These differential effects of the compounds seen in this work (Table S9) across different asexual stages of Pf may be due to interactions of these compounds with other Plasmodium proteins, due to different role(s) of PfGAP50 or due to differences in GAP50 interactions with other proteins at different development stages. Indeed, many of these identified compounds can be starting points for developing future antimalarials. Interestingly, identifying these compound binding pockets using crystallographic methods in PfGAP50 is expected to help us further in designing molecules with a strong affinity for PfGAP50.

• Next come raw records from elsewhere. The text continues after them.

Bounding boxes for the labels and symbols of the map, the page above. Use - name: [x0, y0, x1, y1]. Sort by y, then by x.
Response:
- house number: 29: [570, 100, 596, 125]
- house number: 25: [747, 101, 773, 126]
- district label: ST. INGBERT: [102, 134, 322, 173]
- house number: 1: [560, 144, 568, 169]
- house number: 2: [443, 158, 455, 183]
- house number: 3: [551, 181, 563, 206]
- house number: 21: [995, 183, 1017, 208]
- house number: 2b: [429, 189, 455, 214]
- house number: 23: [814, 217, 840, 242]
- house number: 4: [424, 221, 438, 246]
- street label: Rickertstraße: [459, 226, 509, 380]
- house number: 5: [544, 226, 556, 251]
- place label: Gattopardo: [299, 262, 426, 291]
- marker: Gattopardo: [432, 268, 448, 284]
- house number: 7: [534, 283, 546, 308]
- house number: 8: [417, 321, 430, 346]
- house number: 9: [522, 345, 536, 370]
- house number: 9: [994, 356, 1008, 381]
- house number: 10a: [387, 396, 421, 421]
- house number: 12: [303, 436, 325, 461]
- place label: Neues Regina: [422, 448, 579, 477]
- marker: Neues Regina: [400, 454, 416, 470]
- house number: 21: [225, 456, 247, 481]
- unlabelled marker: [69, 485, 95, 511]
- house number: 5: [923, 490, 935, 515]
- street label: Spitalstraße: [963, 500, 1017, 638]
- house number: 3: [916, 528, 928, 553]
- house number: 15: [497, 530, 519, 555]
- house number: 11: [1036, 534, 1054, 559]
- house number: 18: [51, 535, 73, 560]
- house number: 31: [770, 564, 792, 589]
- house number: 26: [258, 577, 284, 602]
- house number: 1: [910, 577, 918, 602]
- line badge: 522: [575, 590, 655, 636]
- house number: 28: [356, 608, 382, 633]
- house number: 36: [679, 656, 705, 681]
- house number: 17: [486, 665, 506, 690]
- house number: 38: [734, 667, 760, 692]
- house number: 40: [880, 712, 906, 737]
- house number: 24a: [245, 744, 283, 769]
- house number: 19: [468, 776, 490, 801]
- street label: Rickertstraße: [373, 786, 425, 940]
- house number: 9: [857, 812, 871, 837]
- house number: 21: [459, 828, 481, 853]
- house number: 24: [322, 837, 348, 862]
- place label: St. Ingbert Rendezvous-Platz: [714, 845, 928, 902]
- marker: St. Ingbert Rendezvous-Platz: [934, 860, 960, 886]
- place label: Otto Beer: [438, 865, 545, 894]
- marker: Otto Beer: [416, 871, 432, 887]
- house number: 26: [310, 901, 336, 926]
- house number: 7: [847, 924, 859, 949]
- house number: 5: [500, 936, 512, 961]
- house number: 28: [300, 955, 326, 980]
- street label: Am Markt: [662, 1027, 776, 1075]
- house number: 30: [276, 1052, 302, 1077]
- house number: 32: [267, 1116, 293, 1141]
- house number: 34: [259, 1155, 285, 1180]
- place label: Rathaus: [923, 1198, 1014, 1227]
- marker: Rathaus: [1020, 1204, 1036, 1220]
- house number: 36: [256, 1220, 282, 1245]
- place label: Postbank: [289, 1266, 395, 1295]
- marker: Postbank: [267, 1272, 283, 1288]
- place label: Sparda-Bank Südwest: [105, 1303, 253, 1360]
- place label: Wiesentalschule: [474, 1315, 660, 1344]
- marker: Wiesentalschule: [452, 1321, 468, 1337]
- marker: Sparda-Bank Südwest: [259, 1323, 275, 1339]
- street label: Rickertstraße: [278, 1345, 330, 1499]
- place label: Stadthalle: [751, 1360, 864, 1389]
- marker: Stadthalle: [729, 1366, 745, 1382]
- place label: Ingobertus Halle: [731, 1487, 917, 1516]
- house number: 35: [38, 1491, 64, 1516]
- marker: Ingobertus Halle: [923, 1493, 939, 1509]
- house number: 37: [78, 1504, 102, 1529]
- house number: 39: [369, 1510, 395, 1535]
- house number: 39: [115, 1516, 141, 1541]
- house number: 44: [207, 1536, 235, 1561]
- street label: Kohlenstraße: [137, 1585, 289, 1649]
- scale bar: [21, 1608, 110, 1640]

Coupled with over 100-fold selectivity, the presence of multiple targets in the malaria proteome is a plus point for these compounds since multitargeting drugs could have low chances of losing efficacy due to the development of resistance.

The finding of potent antiplasmodial activity in Bedaquiline and Brilacidin is highly significant since Bedaquiline is already being used against MDR-TB,71 and Brilacidin is currently used in clinical trials as SARS-CoV2 drug. Further, identification of additive activity among standard antimalarials and FDA-approved antibacterials like Bedaquiline and Brilacidin, phytometabolites Hayatinine and Curine, and antifungal agent like MMV68827172,73 might expedite their development as partner drugs with ART in Artemisinin combination therapy (ACTs).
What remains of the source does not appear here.